TASK PROMPT: A line belongs in the answer if it contains "list"; copy every such line from the entries below.
────────
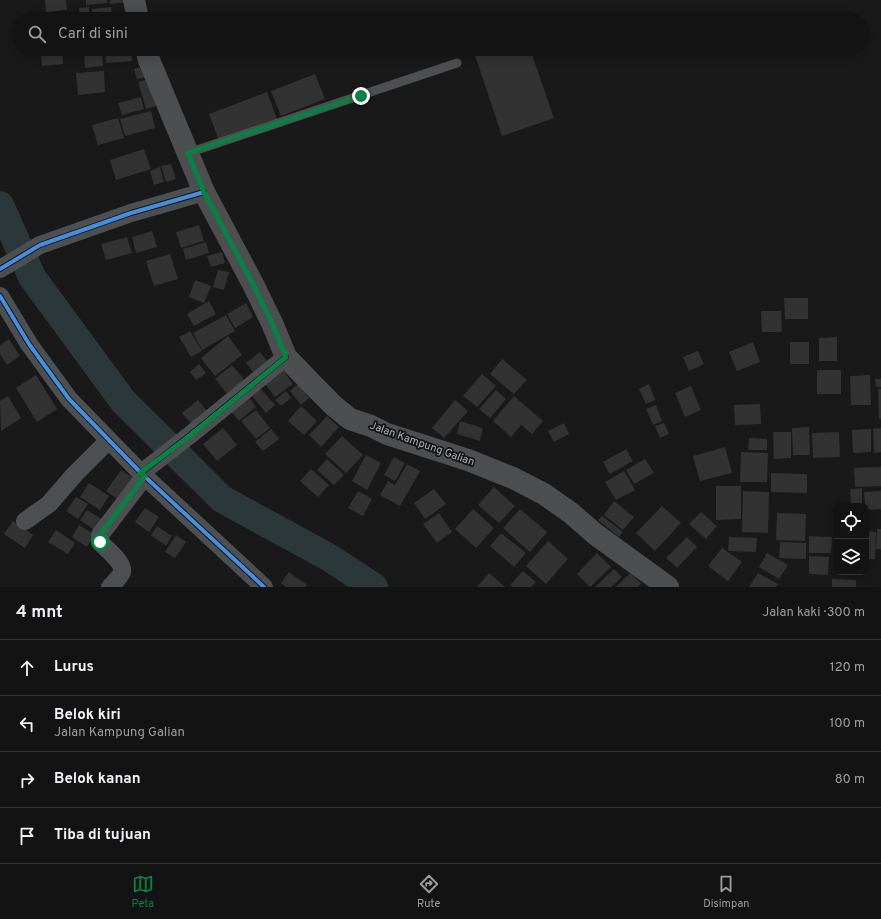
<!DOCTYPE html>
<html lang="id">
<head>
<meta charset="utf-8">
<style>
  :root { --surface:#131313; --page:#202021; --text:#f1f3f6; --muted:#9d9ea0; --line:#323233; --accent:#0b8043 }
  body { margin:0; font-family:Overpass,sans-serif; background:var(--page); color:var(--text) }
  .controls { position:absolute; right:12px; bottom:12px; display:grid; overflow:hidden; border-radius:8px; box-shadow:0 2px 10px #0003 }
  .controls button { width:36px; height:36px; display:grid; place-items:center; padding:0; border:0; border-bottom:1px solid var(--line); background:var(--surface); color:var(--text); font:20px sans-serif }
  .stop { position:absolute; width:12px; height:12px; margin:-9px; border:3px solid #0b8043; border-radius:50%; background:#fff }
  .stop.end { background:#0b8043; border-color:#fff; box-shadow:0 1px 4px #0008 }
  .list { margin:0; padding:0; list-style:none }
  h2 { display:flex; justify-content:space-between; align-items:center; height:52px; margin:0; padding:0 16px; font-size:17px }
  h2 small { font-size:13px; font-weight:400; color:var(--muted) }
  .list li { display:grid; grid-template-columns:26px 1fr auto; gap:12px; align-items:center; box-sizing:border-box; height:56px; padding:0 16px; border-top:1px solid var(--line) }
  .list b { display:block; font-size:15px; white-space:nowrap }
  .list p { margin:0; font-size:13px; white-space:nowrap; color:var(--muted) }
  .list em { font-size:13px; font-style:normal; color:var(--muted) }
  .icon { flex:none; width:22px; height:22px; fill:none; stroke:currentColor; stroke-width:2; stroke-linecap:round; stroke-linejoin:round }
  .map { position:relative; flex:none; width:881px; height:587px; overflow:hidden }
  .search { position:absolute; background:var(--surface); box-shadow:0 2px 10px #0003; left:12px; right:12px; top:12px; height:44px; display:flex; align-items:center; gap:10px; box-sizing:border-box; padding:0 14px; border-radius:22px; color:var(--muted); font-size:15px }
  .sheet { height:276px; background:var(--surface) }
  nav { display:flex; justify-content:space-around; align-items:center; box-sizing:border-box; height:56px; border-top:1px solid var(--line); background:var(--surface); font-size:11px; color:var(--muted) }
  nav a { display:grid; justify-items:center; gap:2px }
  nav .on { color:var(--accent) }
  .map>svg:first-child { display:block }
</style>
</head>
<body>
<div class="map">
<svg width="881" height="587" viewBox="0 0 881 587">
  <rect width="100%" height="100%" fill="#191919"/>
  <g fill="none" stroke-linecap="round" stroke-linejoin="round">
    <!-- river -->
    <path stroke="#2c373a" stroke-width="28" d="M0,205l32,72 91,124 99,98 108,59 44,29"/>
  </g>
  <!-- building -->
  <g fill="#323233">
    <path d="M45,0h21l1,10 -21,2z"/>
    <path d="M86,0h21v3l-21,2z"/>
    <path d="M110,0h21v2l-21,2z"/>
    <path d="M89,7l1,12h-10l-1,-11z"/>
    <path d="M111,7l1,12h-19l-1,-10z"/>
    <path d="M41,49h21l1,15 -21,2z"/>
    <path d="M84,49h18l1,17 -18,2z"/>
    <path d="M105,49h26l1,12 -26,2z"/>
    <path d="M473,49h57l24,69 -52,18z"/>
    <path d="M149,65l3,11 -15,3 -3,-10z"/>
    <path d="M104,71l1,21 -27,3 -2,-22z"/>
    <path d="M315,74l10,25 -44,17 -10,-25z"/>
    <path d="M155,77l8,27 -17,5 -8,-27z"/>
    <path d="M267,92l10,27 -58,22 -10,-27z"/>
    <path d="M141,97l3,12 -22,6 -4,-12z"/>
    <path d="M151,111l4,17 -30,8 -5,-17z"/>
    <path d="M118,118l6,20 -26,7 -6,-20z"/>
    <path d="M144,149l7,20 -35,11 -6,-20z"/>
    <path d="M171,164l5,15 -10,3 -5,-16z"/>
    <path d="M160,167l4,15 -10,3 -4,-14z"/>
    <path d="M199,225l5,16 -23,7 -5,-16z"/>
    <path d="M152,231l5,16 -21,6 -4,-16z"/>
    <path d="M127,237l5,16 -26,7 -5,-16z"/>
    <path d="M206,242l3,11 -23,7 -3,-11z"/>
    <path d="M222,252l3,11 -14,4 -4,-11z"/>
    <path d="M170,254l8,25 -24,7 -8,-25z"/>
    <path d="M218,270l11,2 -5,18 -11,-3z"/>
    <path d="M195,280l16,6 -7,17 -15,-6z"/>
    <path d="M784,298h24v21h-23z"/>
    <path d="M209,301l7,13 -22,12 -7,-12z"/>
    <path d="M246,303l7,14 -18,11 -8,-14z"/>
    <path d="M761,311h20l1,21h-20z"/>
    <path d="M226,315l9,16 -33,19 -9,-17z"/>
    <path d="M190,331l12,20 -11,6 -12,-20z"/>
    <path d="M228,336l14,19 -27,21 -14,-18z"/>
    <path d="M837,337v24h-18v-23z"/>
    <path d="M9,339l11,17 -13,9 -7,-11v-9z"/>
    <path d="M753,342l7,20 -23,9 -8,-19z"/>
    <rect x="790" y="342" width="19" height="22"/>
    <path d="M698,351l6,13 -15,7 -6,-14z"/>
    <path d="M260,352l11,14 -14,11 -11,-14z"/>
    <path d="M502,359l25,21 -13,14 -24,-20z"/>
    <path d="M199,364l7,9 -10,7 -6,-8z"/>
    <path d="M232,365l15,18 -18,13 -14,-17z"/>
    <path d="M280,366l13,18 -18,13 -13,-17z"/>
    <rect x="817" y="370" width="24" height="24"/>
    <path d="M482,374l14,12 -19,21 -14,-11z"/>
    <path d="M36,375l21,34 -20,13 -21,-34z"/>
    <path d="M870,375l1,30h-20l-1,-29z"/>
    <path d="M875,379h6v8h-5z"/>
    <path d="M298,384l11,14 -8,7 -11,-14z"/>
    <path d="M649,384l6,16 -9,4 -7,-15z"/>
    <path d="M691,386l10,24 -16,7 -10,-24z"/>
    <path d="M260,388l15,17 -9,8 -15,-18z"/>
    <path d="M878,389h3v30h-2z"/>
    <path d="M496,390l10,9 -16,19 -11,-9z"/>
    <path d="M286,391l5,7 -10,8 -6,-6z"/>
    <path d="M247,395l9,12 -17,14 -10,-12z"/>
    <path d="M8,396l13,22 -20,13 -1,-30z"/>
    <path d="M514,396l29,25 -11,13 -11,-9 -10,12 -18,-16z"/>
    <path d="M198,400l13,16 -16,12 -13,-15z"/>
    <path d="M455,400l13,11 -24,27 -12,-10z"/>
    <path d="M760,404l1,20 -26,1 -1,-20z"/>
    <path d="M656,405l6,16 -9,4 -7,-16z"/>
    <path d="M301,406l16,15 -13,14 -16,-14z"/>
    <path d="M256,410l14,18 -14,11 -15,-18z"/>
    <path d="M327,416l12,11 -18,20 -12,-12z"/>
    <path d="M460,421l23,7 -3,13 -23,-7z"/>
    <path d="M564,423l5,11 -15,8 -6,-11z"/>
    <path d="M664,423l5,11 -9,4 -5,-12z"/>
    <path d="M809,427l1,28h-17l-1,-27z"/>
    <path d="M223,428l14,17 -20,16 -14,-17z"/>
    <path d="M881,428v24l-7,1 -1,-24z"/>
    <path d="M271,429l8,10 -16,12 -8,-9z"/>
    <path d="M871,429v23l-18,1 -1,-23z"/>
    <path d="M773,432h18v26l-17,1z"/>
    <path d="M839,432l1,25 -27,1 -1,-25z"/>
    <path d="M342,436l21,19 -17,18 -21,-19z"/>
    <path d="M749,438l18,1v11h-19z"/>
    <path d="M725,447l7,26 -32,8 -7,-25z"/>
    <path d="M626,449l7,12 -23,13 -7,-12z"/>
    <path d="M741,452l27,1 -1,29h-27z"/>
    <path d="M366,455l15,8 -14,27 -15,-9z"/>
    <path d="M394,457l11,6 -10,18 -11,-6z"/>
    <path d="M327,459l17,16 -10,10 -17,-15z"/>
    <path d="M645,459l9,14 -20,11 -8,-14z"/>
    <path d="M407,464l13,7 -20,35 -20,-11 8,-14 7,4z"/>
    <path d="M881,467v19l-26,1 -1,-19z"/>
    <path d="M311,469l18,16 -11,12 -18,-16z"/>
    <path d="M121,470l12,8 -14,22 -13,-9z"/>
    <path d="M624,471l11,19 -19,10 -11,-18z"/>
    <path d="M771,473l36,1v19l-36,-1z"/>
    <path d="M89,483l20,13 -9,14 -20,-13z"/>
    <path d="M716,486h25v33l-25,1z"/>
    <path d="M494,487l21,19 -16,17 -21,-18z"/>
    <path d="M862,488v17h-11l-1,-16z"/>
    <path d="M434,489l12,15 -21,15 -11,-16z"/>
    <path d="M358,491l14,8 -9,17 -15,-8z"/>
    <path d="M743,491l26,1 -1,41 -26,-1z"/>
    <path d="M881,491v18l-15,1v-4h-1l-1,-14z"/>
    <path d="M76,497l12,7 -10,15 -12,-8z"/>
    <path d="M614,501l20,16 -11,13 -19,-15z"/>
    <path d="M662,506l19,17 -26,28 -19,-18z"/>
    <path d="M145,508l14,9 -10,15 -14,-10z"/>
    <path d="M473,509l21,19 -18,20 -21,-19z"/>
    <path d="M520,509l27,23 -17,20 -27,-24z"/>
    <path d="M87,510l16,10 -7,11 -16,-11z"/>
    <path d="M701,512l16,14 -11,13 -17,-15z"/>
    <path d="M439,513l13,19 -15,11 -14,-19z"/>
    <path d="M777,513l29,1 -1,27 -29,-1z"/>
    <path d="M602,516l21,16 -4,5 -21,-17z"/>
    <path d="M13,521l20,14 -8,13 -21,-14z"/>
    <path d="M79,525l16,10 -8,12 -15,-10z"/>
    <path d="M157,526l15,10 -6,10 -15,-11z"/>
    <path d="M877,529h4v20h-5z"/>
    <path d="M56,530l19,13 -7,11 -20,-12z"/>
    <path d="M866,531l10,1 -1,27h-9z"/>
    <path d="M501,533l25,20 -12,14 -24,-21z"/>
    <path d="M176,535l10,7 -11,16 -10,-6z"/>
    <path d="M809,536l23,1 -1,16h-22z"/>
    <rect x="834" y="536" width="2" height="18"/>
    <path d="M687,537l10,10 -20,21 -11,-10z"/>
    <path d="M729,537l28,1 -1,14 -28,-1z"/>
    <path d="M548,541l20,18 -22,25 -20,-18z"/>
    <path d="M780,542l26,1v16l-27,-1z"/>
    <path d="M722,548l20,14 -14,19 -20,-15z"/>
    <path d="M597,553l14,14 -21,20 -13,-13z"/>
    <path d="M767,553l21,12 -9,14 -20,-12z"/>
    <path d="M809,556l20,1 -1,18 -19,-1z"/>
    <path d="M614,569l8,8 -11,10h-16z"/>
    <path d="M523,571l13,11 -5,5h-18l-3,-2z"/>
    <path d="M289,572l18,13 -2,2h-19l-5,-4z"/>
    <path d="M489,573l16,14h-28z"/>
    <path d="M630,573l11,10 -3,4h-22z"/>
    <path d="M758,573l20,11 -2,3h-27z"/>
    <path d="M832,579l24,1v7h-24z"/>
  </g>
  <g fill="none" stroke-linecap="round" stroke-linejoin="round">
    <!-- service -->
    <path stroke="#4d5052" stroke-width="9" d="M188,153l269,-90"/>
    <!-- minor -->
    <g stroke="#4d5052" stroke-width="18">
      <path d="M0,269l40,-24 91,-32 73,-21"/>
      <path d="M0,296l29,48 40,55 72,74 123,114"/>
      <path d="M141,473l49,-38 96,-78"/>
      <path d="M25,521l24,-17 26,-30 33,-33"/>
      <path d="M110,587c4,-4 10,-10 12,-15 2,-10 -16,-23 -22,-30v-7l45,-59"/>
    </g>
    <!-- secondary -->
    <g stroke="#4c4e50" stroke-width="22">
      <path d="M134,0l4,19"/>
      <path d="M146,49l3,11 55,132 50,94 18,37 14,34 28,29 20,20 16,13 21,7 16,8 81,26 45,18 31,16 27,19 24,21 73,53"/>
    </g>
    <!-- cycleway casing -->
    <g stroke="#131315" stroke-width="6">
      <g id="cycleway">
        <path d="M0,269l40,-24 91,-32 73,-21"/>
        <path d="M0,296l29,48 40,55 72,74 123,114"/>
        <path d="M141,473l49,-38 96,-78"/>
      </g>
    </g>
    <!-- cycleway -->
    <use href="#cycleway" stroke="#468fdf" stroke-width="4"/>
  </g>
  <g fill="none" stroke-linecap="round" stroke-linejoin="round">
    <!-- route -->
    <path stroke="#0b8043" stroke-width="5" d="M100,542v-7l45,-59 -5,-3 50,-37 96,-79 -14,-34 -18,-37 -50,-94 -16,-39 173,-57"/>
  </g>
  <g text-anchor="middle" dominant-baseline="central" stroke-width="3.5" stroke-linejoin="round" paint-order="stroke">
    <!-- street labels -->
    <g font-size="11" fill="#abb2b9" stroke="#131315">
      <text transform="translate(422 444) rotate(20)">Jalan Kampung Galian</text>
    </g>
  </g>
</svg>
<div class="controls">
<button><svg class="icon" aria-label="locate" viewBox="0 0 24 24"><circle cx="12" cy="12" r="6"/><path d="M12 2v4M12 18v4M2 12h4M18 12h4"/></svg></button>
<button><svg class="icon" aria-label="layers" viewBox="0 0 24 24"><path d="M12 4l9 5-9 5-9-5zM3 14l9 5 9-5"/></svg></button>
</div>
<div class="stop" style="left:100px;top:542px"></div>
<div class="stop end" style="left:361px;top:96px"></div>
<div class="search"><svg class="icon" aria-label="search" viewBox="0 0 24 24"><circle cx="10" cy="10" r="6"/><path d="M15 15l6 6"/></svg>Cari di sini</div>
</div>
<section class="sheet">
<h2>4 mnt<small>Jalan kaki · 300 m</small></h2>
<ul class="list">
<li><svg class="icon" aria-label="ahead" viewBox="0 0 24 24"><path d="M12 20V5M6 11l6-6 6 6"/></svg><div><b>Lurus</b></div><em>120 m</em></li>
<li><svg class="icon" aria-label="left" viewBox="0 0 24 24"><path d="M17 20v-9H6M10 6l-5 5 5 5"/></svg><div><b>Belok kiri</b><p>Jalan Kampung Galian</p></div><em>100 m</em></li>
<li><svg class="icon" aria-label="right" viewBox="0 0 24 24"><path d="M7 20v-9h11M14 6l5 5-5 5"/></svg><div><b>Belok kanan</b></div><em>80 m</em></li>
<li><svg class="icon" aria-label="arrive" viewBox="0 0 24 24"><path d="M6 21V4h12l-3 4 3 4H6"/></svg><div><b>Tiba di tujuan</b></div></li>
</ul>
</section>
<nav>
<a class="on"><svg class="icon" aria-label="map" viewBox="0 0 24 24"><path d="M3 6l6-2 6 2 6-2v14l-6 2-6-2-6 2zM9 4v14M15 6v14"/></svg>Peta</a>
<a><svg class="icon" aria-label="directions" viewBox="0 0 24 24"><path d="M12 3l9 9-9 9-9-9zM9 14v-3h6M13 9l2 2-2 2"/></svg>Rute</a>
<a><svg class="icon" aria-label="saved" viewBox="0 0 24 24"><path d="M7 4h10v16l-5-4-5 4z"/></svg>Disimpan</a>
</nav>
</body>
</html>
────────
YOUR SOLUTION:
  .list { margin:0; padding:0; list-style:none }
  .list li { display:grid; grid-template-columns:26px 1fr auto; gap:12px; align-items:center; box-sizing:border-box; height:56px; padding:0 16px; border-top:1px solid var(--line) }
  .list b { display:block; font-size:15px; white-space:nowrap }
  .list p { margin:0; font-size:13px; white-space:nowrap; color:var(--muted) }
  .list em { font-size:13px; font-style:normal; color:var(--muted) }
<ul class="list">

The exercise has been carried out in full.